# What you will do
The response must consist of each line in the listing that has the word "JOSÉ" in it.

######

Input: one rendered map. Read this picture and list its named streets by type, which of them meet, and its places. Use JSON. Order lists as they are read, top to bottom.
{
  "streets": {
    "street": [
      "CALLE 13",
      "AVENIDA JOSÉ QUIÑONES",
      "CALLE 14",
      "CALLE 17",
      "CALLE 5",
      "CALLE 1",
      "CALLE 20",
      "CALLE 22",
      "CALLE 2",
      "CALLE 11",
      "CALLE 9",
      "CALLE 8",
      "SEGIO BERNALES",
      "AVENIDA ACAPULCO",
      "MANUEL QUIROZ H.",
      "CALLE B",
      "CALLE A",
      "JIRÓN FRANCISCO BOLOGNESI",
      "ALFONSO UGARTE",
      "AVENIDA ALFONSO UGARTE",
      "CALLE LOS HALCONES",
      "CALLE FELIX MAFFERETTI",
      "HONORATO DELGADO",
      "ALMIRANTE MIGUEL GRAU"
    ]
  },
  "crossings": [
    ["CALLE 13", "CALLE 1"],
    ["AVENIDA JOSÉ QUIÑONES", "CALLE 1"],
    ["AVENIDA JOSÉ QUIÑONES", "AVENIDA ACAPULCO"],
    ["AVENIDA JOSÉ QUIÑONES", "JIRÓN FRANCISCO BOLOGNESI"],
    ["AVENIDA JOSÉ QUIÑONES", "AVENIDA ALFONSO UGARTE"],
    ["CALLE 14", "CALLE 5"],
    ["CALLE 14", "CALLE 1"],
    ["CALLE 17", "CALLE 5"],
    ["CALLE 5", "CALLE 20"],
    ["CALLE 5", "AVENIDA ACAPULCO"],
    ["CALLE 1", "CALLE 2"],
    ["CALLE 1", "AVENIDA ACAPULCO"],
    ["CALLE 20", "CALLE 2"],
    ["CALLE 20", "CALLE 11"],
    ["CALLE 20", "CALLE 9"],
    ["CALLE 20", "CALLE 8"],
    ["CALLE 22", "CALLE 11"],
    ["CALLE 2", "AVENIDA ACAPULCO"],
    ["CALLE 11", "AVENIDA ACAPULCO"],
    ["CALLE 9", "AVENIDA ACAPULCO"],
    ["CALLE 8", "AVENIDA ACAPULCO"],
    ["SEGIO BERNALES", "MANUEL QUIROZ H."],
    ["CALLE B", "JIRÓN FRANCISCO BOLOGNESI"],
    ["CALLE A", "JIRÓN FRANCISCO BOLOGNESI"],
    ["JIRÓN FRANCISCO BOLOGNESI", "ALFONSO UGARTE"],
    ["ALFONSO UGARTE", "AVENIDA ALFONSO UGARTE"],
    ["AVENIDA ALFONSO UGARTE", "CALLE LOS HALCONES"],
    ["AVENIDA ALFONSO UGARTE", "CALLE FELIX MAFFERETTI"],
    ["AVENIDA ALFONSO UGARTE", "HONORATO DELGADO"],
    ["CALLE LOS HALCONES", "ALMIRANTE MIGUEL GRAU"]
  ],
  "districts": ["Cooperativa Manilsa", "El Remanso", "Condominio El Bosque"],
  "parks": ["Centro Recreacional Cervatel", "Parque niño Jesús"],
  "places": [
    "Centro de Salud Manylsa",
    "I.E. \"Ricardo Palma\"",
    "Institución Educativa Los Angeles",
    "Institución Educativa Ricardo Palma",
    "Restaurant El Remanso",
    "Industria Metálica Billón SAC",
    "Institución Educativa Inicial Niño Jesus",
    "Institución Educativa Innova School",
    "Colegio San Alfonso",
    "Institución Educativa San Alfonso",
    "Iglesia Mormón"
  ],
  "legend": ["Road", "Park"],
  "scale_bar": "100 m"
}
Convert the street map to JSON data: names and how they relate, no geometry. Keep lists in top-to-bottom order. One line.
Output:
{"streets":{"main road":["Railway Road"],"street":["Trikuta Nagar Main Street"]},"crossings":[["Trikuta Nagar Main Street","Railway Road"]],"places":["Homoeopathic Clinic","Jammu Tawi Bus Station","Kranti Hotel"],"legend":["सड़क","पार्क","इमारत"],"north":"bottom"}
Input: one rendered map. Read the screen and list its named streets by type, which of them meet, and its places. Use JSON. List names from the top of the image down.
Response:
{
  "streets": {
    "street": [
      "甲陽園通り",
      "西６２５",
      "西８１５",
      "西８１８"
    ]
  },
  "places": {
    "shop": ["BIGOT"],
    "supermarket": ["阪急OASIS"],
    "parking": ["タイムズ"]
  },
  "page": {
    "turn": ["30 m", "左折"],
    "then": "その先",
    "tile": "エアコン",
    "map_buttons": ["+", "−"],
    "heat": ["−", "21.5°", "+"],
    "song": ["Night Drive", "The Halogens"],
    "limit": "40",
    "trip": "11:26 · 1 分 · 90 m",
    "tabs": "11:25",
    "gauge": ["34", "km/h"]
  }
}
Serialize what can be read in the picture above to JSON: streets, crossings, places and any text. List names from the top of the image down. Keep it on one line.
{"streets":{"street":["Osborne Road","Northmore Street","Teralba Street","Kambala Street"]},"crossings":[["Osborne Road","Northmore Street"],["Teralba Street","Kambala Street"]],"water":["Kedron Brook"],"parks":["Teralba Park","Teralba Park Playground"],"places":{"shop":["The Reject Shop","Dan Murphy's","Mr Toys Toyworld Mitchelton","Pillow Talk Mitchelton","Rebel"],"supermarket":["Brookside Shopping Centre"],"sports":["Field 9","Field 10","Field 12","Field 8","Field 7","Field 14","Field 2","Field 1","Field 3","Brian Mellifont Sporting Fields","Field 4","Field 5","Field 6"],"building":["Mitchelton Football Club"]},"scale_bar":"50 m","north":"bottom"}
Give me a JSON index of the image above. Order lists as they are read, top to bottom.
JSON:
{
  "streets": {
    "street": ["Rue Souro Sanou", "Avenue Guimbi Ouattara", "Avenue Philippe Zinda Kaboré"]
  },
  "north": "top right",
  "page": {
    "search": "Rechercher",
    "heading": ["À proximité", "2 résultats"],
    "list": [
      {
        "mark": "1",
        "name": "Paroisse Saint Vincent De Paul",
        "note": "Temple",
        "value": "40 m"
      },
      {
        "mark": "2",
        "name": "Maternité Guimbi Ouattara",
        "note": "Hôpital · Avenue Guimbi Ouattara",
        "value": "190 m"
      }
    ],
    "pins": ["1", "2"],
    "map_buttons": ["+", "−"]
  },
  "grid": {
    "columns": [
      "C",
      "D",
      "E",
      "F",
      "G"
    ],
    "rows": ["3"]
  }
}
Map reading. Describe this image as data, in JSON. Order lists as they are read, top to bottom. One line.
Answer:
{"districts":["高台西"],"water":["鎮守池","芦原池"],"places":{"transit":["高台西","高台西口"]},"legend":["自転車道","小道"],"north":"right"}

######

# Task answer
      "AVENIDA JOSÉ QUIÑONES",
    ["AVENIDA JOSÉ QUIÑONES", "CALLE 1"],
    ["AVENIDA JOSÉ QUIÑONES", "AVENIDA ACAPULCO"],
    ["AVENIDA JOSÉ QUIÑONES", "JIRÓN FRANCISCO BOLOGNESI"],
    ["AVENIDA JOSÉ QUIÑONES", "AVENIDA ALFONSO UGARTE"],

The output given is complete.